Na początku wypadałoby zastanowić się nad tym, gdzie leży granica między graffiti, a zwykłymi napisami na murach. Przedmiotem sporu są najczęściej pochlebstwa, dzięki którym kibice komunikują się ze swoimi kolegami z innych drużyn. Na myśl o nazwaniu czegoś takiego graffiti, Banksy pewnie łamie ołówki, ale jakby na to nie patrzyć, to także jest to pewna forma wyrażania emocji.

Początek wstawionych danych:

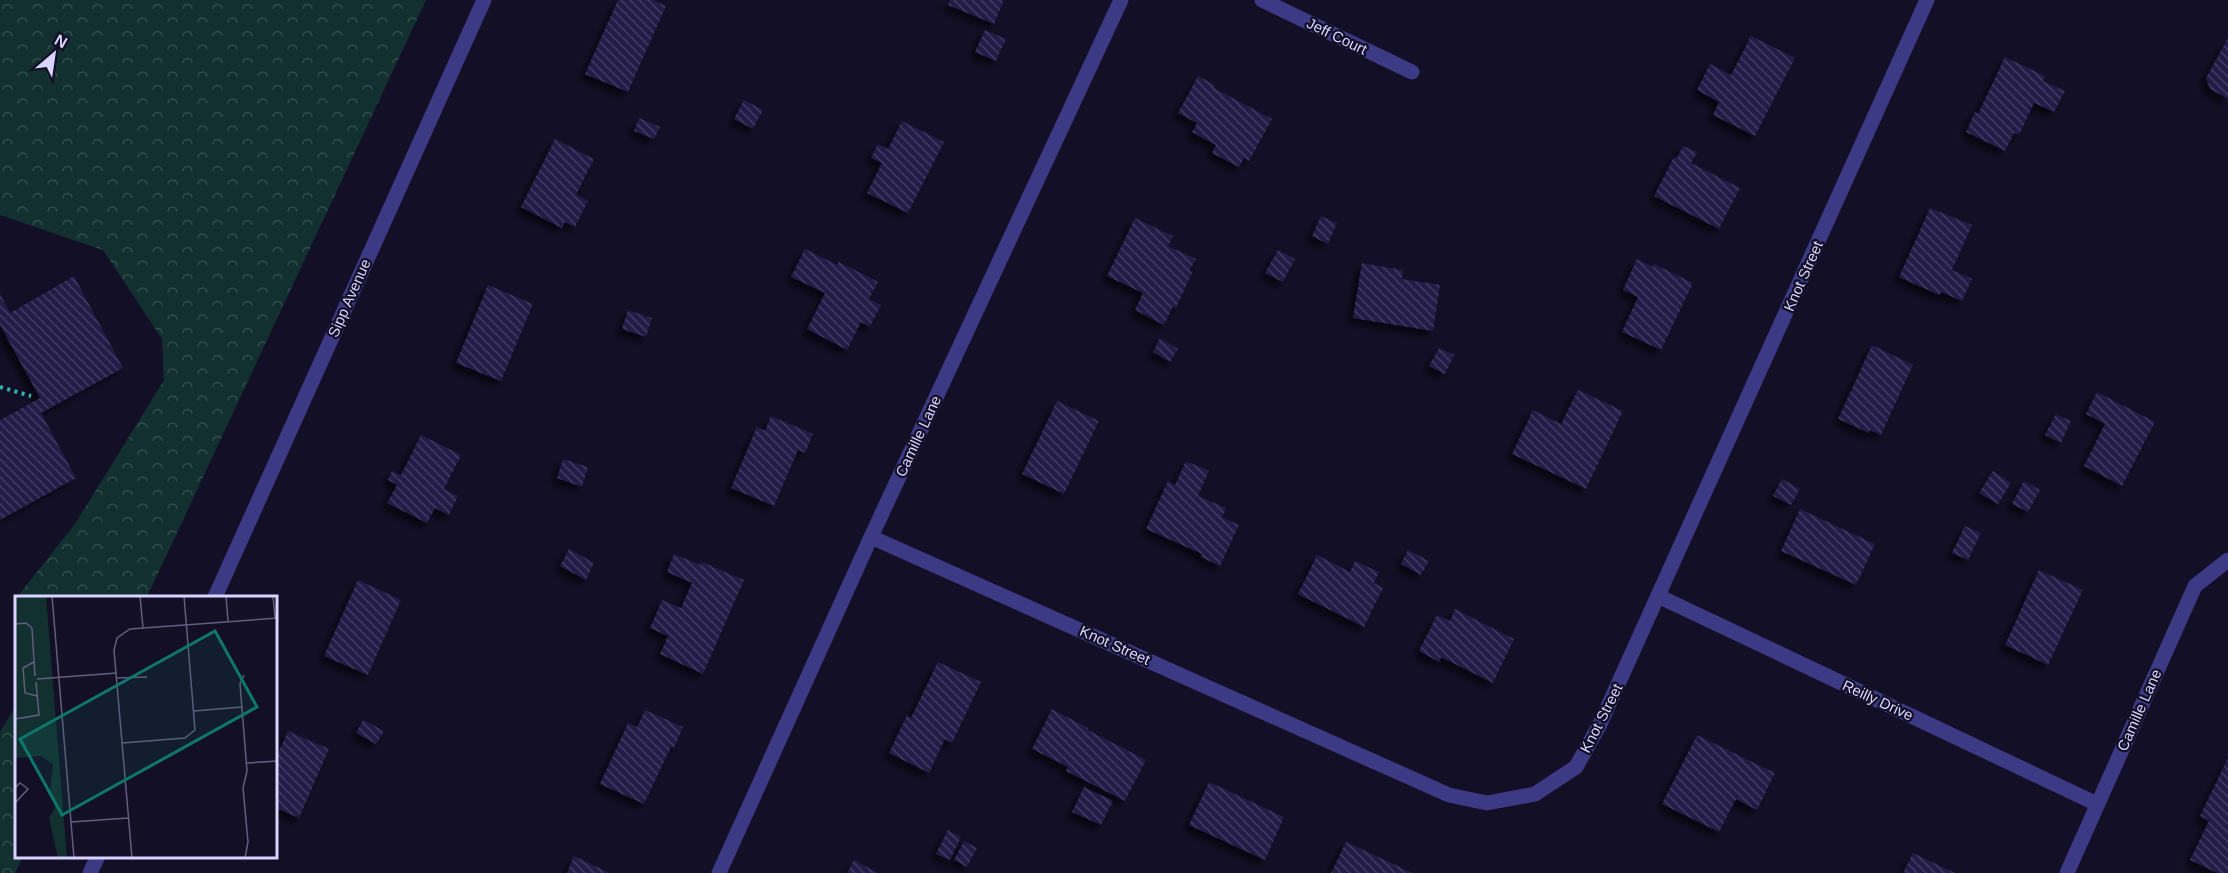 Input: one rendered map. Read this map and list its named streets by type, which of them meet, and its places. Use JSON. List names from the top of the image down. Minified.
{"streets":{"street":["Jeff Court","Knot Street","Sipp Avenue","Camille Lane","Reilly Drive"]},"crossings":[["Knot Street","Camille Lane"],["Knot Street","Reilly Drive"],["Camille Lane","Reilly Drive"]],"north":"top right"} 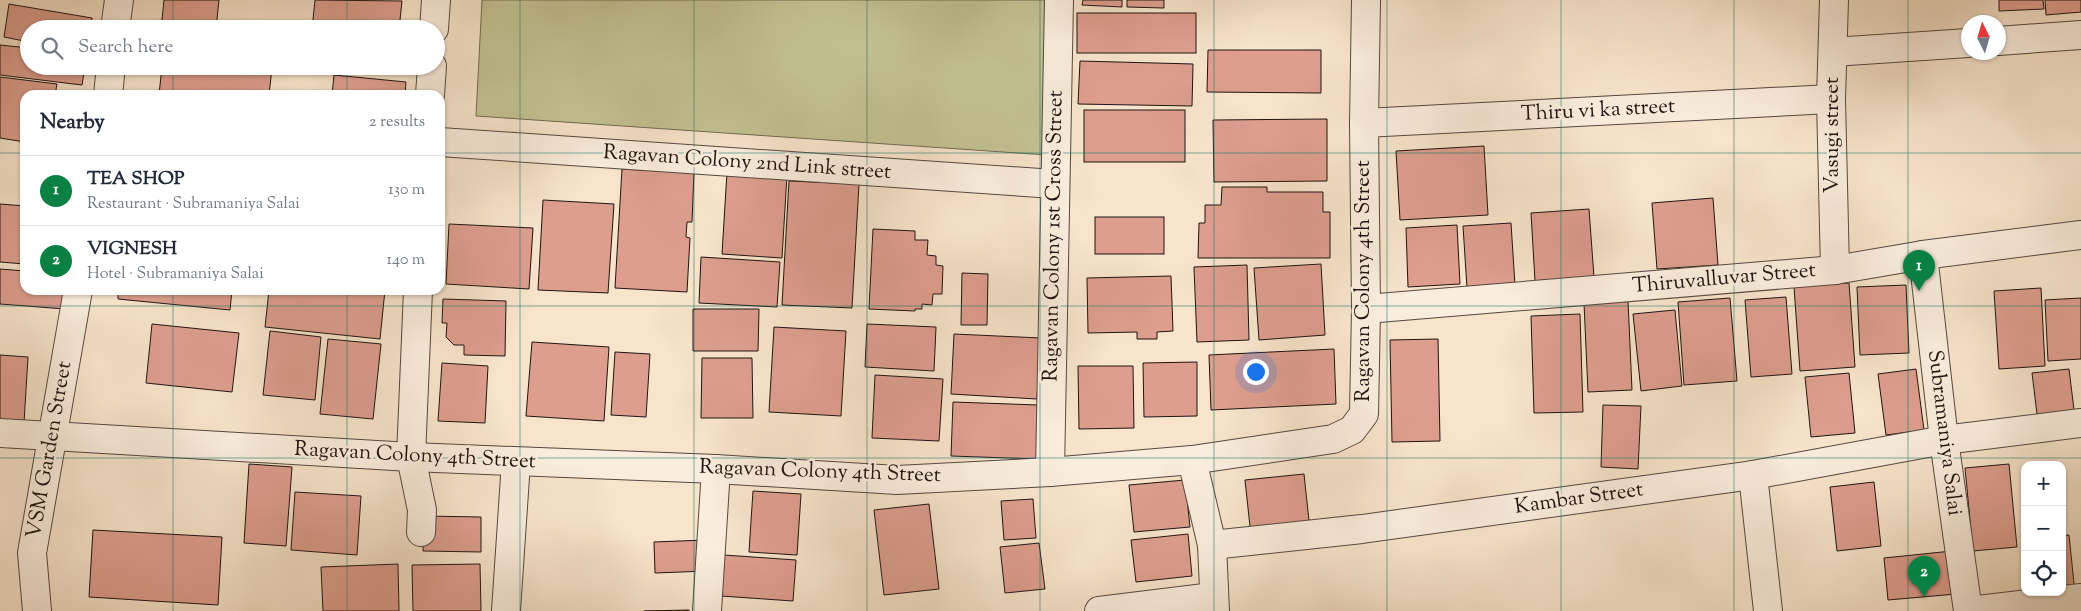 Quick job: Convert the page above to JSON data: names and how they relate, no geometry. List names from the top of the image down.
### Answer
{
  "streets": {
    "street": [
      "Thiru vi ka street",
      "Vasugi street",
      "Ragavan Colony 2nd Link street",
      "Ragavan Colony 1st Cross Street",
      "Thiruvalluvar Street",
      "Ragavan Colony 4th Street",
      "Subramaniya Salai",
      "VSM Garden Street",
      "Kambar Street"
    ]
  },
  "crossings": [
    ["Thiru vi ka street", "Vasugi street"],
    ["Thiru vi ka street", "Ragavan Colony 4th Street"],
    ["Vasugi street", "Thiruvalluvar Street"],
    ["Ragavan Colony 2nd Link street", "Ragavan Colony 1st Cross Street"],
    ["Ragavan Colony 1st Cross Street", "Ragavan Colony 4th Street"],
    ["Thiruvalluvar Street", "Ragavan Colony 4th Street"],
    ["Thiruvalluvar Street", "Subramaniya Salai"],
    ["Ragavan Colony 4th Street", "VSM Garden Street"],
    ["Subramaniya Salai", "Kambar Street"]
  ],
  "north": "top",
  "page": {
    "search": "Search here",
    "heading": ["Nearby", "2 results"],
    "list": [
      {
        "mark": "1",
        "name": "TEA SHOP",
        "note": "Restaurant · Subramaniya Salai",
        "value": "130 m"
      },
      {
        "mark": "2",
        "name": "VIGNESH",
        "note": "Hotel · Subramaniya Salai",
        "value": "140 m"
      }
    ],
    "pins": ["1", "2"],
    "map_buttons": ["+", "−"]
  }
} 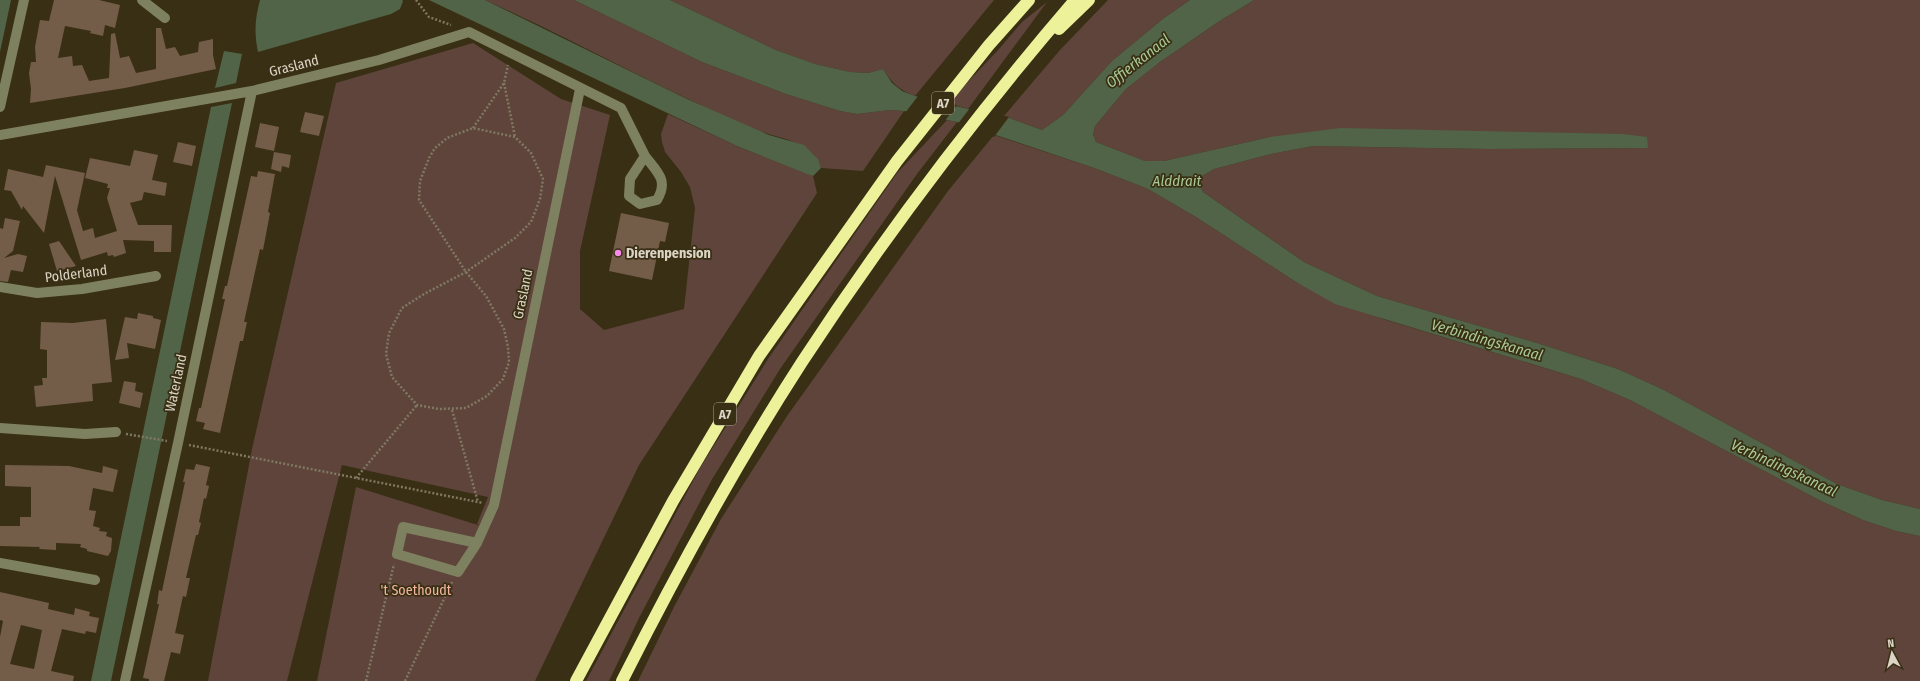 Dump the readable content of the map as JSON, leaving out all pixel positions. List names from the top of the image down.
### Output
{
  "streets": {
    "highway": ["A7"],
    "street": ["Grasland", "Polderland", "Waterland"]
  },
  "crossings": [
    ["Grasland", "Waterland"]
  ],
  "water": ["Offierkanaal", "Alddrait", "Verbindingskanaal"],
  "parks": ["'t Soethoudt"],
  "places": ["Dierenpension"],
  "north": "top"
}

Wojna o walory artystyczne

Tak długo, jak na ścianach będą pojawiały się, tzw. wrzuty – tak długo będzie trwała debata na temat ich wartości estetycznej. Znaczna część społeczeństwa uważa graffiti za przejaw wandalizmu, a „bazgroły” niszczą miejskie krajobrazy. Po drugiej stronie barykady znajdziemy gros fanów tej dziedziny street artu, którzy podróżując rano do pracy, cieszą swoje zaspane oko przyozdobionymi ścianami ich biurowców. Gdzieś pośrodku stoją oni – grafficiarze, którzy w taki sposób wyrażają siebie. Czy w kwestii samego artyzmu odróżnia ich coś od Moneta, Picassa i spółki?

Pozytywny wandalizm

Pytanie z poprzedniego akapitu nie bez przyczyny pozostało bez odpowiedzi. Zdania są podzielone jak ferie zimowe (yo, yo! – przyp. red.), a temat niezwykle grząski. Z pewnością writerzy w jakiś sposób dewastują mienie publiczne, aczkolwiek w wielu przypadkach krajobraz miejski zyska dzięki ich inwencji twórczej. Nie zapominajmy, że graffiti robione jest także na zamówienie i ma na celu poprawienie wyglądu niektórych obiektów.

Ciężki żywot grafficiarza

Pomijając już te wszystkie fakty, graffiti to zdecydowanie najbardziej niewdzięczny ze wszystkich tzw. czterech elementów kultury hip-hop. Ciężko o to, aby tancerz breakdance został nazwany wandalem, a DJ aresztowany przez straż miejską (no, chyba że gra „piraty” ;)). „Writerzy” wybrali taką, a nie inną „zajawkę” i chyba właśnie ta świadomość braku pełnego przyzwolenia na graffiti jest w tym wszystkim najbardziej pociągająca.